• What the exercise asks: Pull out every line with the word "drawer" from the entries below.

• Supplied entries:
......

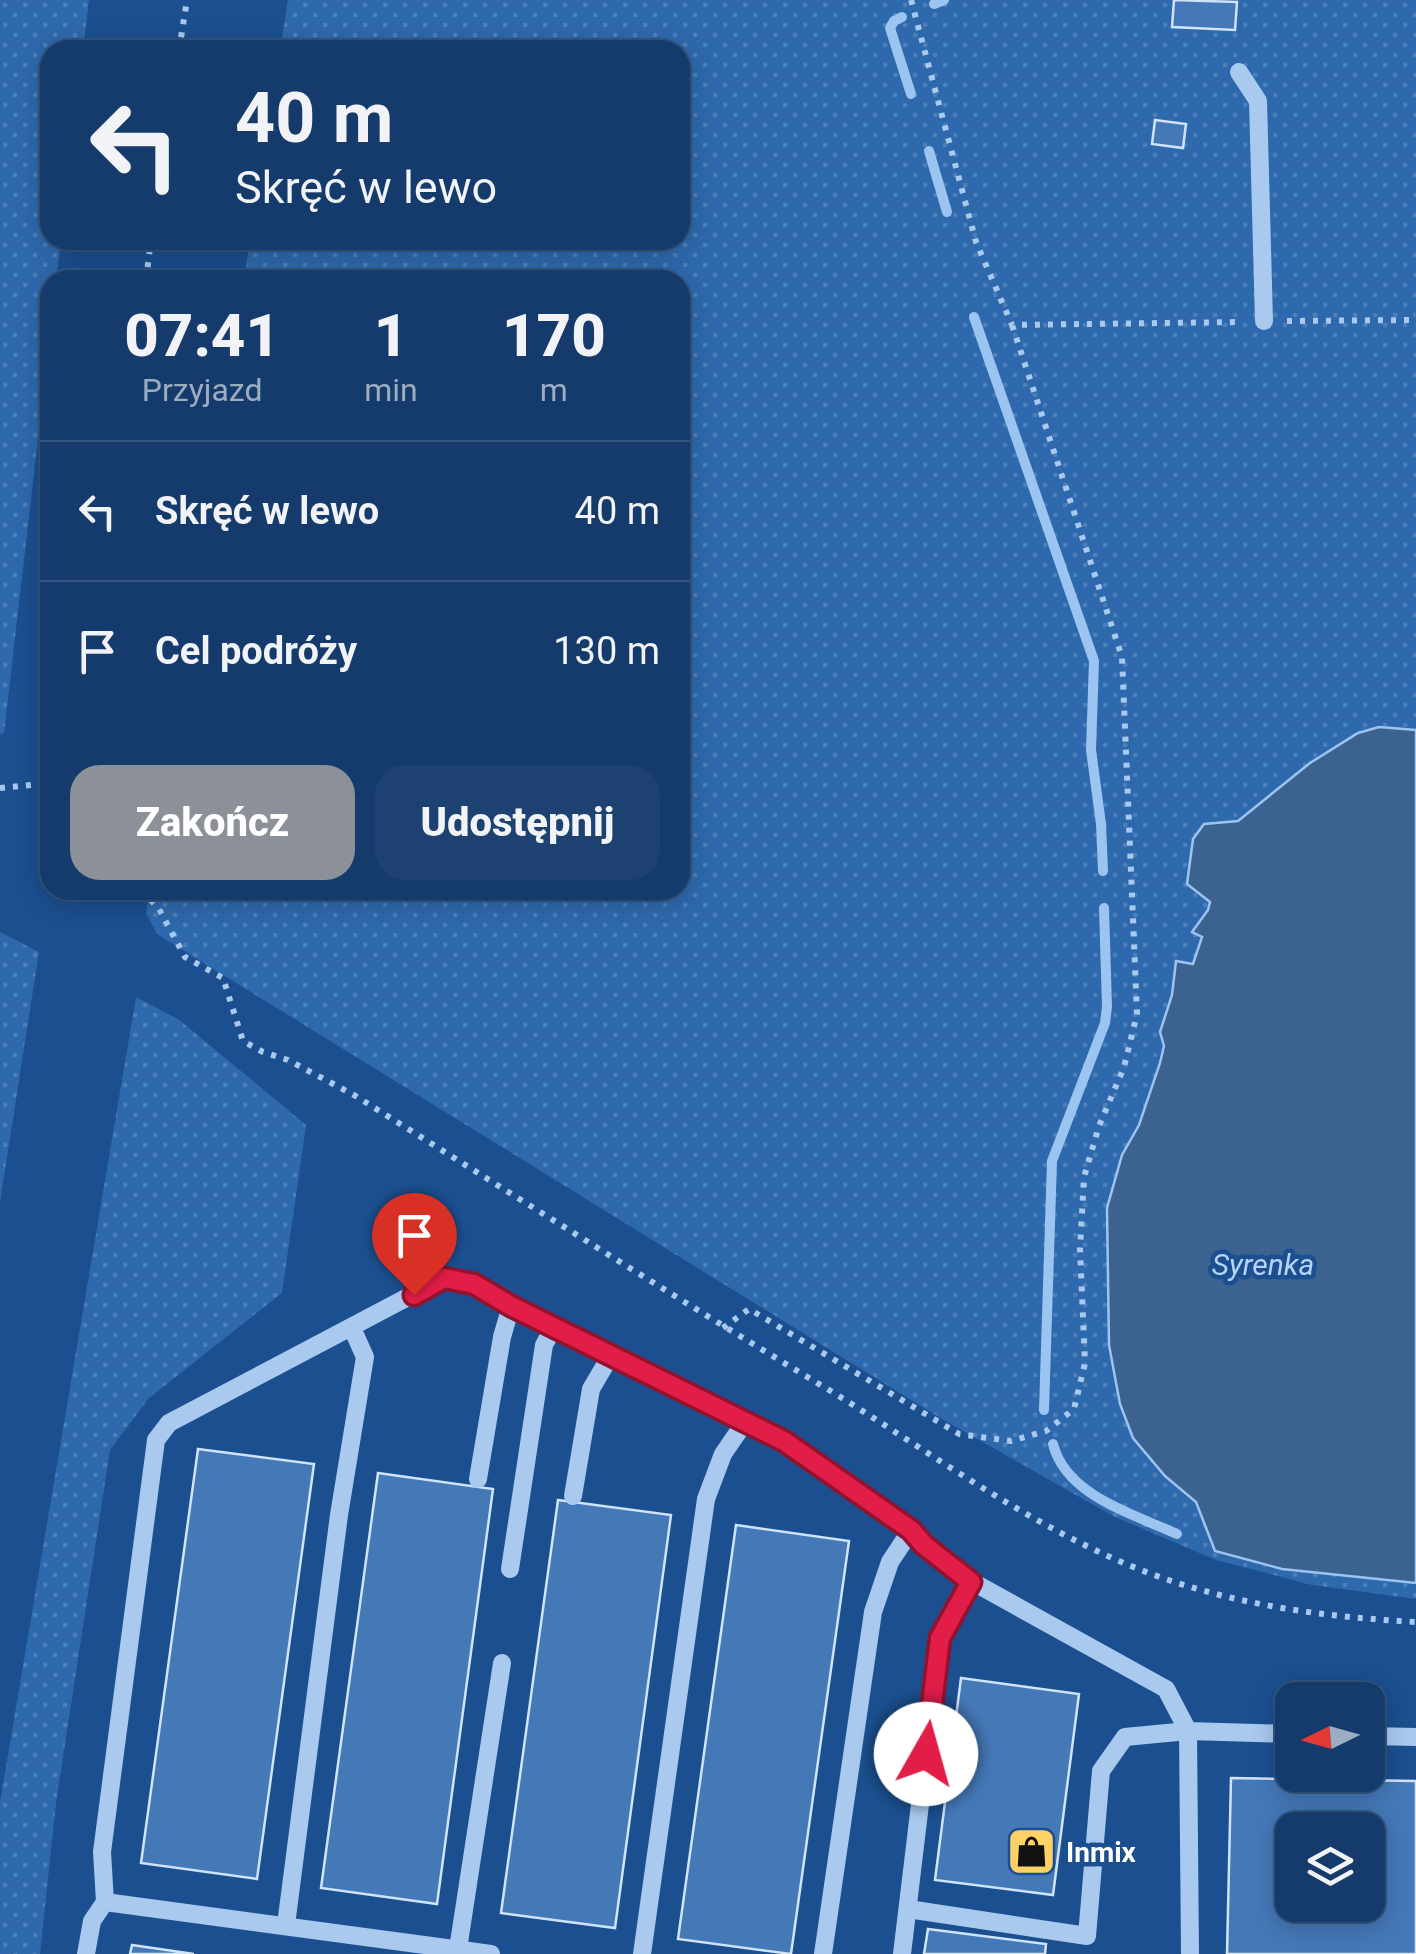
<!DOCTYPE html>
<html lang="pl">
<head>
<meta charset="utf-8">
<style>
	body { margin:0; font-family:Roboto,sans-serif; background:#1d4271; color:#f1f3f6; height:100vh; display:flex; flex-direction:column; font-size:38px; white-space:nowrap }
	* { box-sizing:border-box; margin:0 }
	p { font-size:32px; color:#9dadc1 }
	.icon { flex:none; width:55px; height:55px; fill:none; stroke:currentColor; stroke-width:2; stroke-linecap:round; stroke-linejoin:round }
	.map { position:relative; flex:1; overflow:hidden }
	.drawer { position:absolute; left:40px; top:270px; width:650px; height:630px; display:flex; flex-direction:column; background:#143b6b; border-radius:30px; box-shadow:0 5px 25px #0003,0 0 0 2px #33557e }
	.drawer>* { flex:none }
	.top-card { position:absolute; left:40px; top:40px; width:650px; height:210px; border-radius:30px; box-shadow:0 5px 25px #0003,0 0 0 2px #33557e; background:#143b6b; color:#f1f3f6; overflow:hidden }
	.needle { width:65px; rotate:265deg }
	.controls { position:absolute; left:1275px; top:1682px; display:grid; gap:20px }
	.controls a { display:grid; place-items:center; width:110px; height:110px; border-radius:20px; background:#143b6b; box-shadow:0 5px 25px #0003,0 0 0 2px #33557e; font-size:50px }
	.pin { position:absolute; display:grid; place-items:center; width:85px; height:85px; color:#fff; margin:-102px -42px; border-radius:50% 50% 50% 0; rotate:-45deg; box-shadow:0 0 10px #0007 }
	.pin .icon { rotate:45deg }
	.me { position:absolute; width:110px; margin:-55px; rotate:7deg; stroke-linejoin:round; filter:drop-shadow(0 0 8px #0008) }
	.turn { display:flex; align-items:center; gap:35px; height:210px; padding:0 30px; font-size:45px }
	.turn .icon { width:130px; height:130px; stroke-width:2.5 }
	.turn b { display:block; font-size:70px; line-height:85px }
	.eta { display:flex; justify-content:space-evenly; align-items:center; height:170px; text-align:center }
	.eta b { font-size:60px; font-weight:800; line-height:70px }
	.action { display:flex; gap:20px; margin-top:auto; padding:20px 30px }
	.action a { flex:1; height:115px; border-radius:30px; background:#8c9099; color:#fff; font-size:40px; font-weight:800; line-height:115px; text-align:center }
	.action a+a { background:#1d4271; color:#f1f3f6 }
	ul { padding:0; list-style:none }
	li { display:flex; align-items:center; gap:30px; height:140px; padding:0 30px; border-top:2px solid #33557e }
	li div { flex:1 }
	li b { display:block; font-size:38px }
	li em { font-style:normal }
	.map>svg:first-child { display:block }
	.grass { fill:url(#grass-dots) }
	.water { fill:#3c6290; stroke:#9cc4f0; stroke-width:2.5 }
	.lines { fill:none; stroke-linecap:round; stroke-linejoin:round }
	.stream { stroke:#9cc4f0; stroke-width:10 }
	.building { fill:#4478b7; stroke:#cfe3fa; stroke-width:2.5; fill-rule:evenodd }
	.path { stroke:#a9c9ee; stroke-width:6; stroke-dasharray:5 8; stroke-linecap:butt }
	.minor { stroke:#a9c9ee; stroke-width:18 }
	.route-casing { stroke:#92132f; stroke-width:25 }
	.route { stroke:#e11d48; stroke-width:18 }
	.labels { text-anchor:middle; dominant-baseline:central; stroke-width:9; stroke-linejoin:round; paint-order:stroke }
	.poi-label { font-size:28px; font-weight:bold; fill:#fff; stroke:#1b4f8f; text-anchor:start }
	.water-label { font-size:30px; font-style:italic; fill:#b5d3f5; stroke:#1b4f8f }
</style>
</head>
<body>
<div class="map">
<svg width="1416" height="1954" viewBox="0 0 1416 1954">
	<defs>
		<pattern id="grass-dots" width="8" height="8" patternUnits="userSpaceOnUse" patternTransform="scale(2.5)"><rect width="8" height="8" fill="#2e69ad"/><path d="M2 2h.1M6 6h.1" fill="none" stroke="#4d80b9" stroke-width="1.8" stroke-linecap="round"/></pattern>
	</defs>
	<rect width="100%" height="100%" fill="#1b4f8f"/>
	<g class="grass">
		<polygon points="0,0 89,0 83,50 50,50 50,240 61,240 56,280 50,280 50,334 4,733 0,734"/>
		<polygon points="288,0 1416,0 1416,1599 1312,1585 1216,1560 1115,1517 942,1419 157,934 146,913 150,890 680,890 680,280 244,280 250,240 680,240 680,50 280,50"/>
		<polygon points="0,932 39,952 0,1202"/>
		<polygon points="136,997 178,1019 306,1125 282,1293 149,1398 110,1450 56,1803 40,1954 0,1954 0,1802"/>
	</g>
	<polygon class="water" points="1379,727 1416,730 1416,1583 1282,1569 1215,1551 1196,1502 1165,1476 1133,1438 1120,1404 1109,1345 1107,1208 1122,1155 1139,1125 1160,1063 1164,1046 1160,1032 1172,995 1176,961 1193,964 1202,937 1192,932 1208,910 1210,902 1187,884 1193,839 1204,824 1238,821 1310,763 1358,733"/>
	<g class="lines">
		<g class="stream">
			<polyline points="934,4 944,0"/>
			<polyline points="902,17 894,21 890,28 911,94"/>
			<polyline points="929,151 947,212"/>
			<polyline points="974,317 1094,661 1091,750 1101,824 1103,871"/>
			<polyline points="1044,1410 1052,1161 1105,1023 1107,1007 1104,908"/>
			<path d="M 1053,1444 C 1066,1496 1134,1514 1177,1534"/>
		</g>
	</g>
	<g class="building">
		<polygon points="1174,0 1237,2 1235,30 1172,27"/>
		<polygon points="1155,120 1186,124 1183,148 1152,144"/>
		<polygon points="198,1449 314,1464 257,1879 141,1863"/>
		<polygon points="378,1473 493,1489 437,1904 321,1888"/>
		<polygon points="558,1500 671,1515 615,1928 501,1913"/>
		<polygon points="736,1525 849,1541 791,1954 678,1939"/>
		<polygon points="961,1678 1079,1694 1053,1895 935,1880"/>
		<path d="M 1231,1778 L 1416,1781 L 1416,1954 L 1227,1954 ZM 1292,1830 L 1368,1830 L 1368,1905 L 1292,1905 Z"/>
		<polygon points="928,1929 1046,1944 1045,1954 924,1954"/>
		<polygon points="132,1945 194,1954 130,1954"/>
	</g>
	<g class="lines">
		<g class="path">
			<polyline points="911,0 976,242 1012,325 1240,322"/>
			<polyline points="179,50 187,0"/>
			<polyline points="146,280 151,240"/>
			<polyline points="1287,321 1416,320"/>
			<polyline points="0,788 50,783"/>
			<path d="M 142,890 L 159,909 L 185,957 L 223,978 L 243,1041 L 263,1052 L 288,1060 L 354,1095 C 512,1194 669,1294 829,1390 C 935,1455 1038,1533 1157,1576 C 1241,1606 1327,1617 1416,1622"/>
			<polyline points="723,1328 749,1309 959,1434 1011,1441 1046,1431 1074,1409 1085,1363 1080,1249 1084,1177 1099,1126 1124,1067 1137,1014 1122,657 1012,325"/>
		</g>
		<g class="minor">
			<polyline points="1239,72 1258,101 1264,321"/>
			<polyline points="478,1479 502,1337 511,1306"/>
			<polyline points="573,1496 591,1389 611,1355"/>
			<polyline points="510,1569 544,1345 554,1327"/>
			<polyline points="1368,1736 1416,1737"/>
			<polyline points="105,1902 102,1852 156,1440 169,1423 444,1278 473,1284 511,1306 745,1422"/>
			<polyline points="908,1909 1087,1936 1101,1771 1125,1737 1188,1731 1190,1954"/>
			<polyline points="286,1925 339,1515 365,1357 352,1328"/>
			<polyline points="458,1949 502,1663"/>
			<polyline points="86,1954 92,1921 105,1902 491,1954"/>
			<polyline points="642,1954 706,1499 723,1454 745,1422 784,1441 911,1530 924,1545 971,1581"/>
			<polyline points="823,1954 873,1612 890,1562 911,1530"/>
			<polyline points="902,1954 940,1638 971,1581 1166,1689 1188,1731 1292,1734"/>
		</g>
	</g>
	<g class="lines">
		<defs>
			<polyline id="route" points="414,1295 444,1278 474,1284 511,1306 784,1441 911,1530 924,1545 971,1582 940,1638 926,1754"/>
		</defs>
		<use href="#route" class="route-casing"/>
		<use href="#route" class="route"/>
	</g>
	<defs>
		<symbol id="shop-square" viewBox="-11 -11 22 22"><rect x="-9" y="-9" width="18" height="18" rx="4" fill="#ffd166" stroke="#1b4f8f"/><path d="M-5-2.5h2.3a2.7 3.5 0 0 1 5.4 0H5L5.5 6h-11ZM-1.5-2.5h3a1.5 2.3 0 0 0-3 0Z" fill="#111"/></symbol>
	</defs>
	<g fill-rule="evenodd">
		<use href="#shop-square" x="1004" y="1824" width="55" height="55"/>
	</g>
	<g class="labels">
		<g class="poi-label">
			<text x="1066" y="1852">Inmix</text>
		</g>
		<g class="water-label">
			<text x="1263" y="1264">Syrenka</text>
		</g>
	</g>
</svg>
<div class="controls">
<a><svg class="needle" viewBox="-14 -14 28 28"><path d="M0-13l5 13h-10z" fill="#e53935"/><path d="M0 13l5-13h-10z" fill="#9dadc1"/></svg></a>
<a><svg class="icon" aria-label="layers" viewBox="0 0 24 24"><path d="M12 4l9 5-9 5-9-5zM3 14l9 5 9-5"/></svg></a>
</div>
<div class="pin" style="left:414px;top:1295px;background:#d93025"><svg class="icon" aria-label="arrive" viewBox="0 0 24 24"><path d="M6 21V4h12l-3 4 3 4H6"/></svg></div>
<svg class="me" style="left:926px;top:1754px" viewBox="-20 -20 40 40"><circle r="19" fill="#fff"/><path d="M0-13L10 11 0 6-10 11z" fill="#e11d48"/></svg>
<div class="top-card">
<div class="turn"><svg class="icon" aria-label="left" viewBox="0 0 24 24"><path d="M17 20v-9H6M10 6l-5 5 5 5"/></svg><div><b>40 m</b>Skręć w lewo</div></div>
</div>
<section class="drawer">
<div class="eta">
<div><b>07:41</b><p>Przyjazd</p></div>
<div><b>1</b><p>min</p></div>
<div><b>170</b><p>m</p></div>
</div>
<ul>
<li><svg class="icon" aria-label="left" viewBox="0 0 24 24"><path d="M17 20v-9H6M10 6l-5 5 5 5"/></svg><div><b>Skręć w lewo</b></div><em>40 m</em></li>
<li><svg class="icon" aria-label="arrive" viewBox="0 0 24 24"><path d="M6 21V4h12l-3 4 3 4H6"/></svg><div><b>Cel podróży</b></div><em>130 m</em></li>
</ul>
<div class="action"><a>Zakończ</a><a>Udostępnij</a></div>
</section>
</div>
</body>
</html>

......

• Result for this task:
	.drawer { position:absolute; left:40px; top:270px; width:650px; height:630px; display:flex; flex-direction:column; background:#143b6b; border-radius:30px; box-shadow:0 5px 25px #0003,0 0 0 2px #33557e }
	.drawer>* { flex:none }
<section class="drawer">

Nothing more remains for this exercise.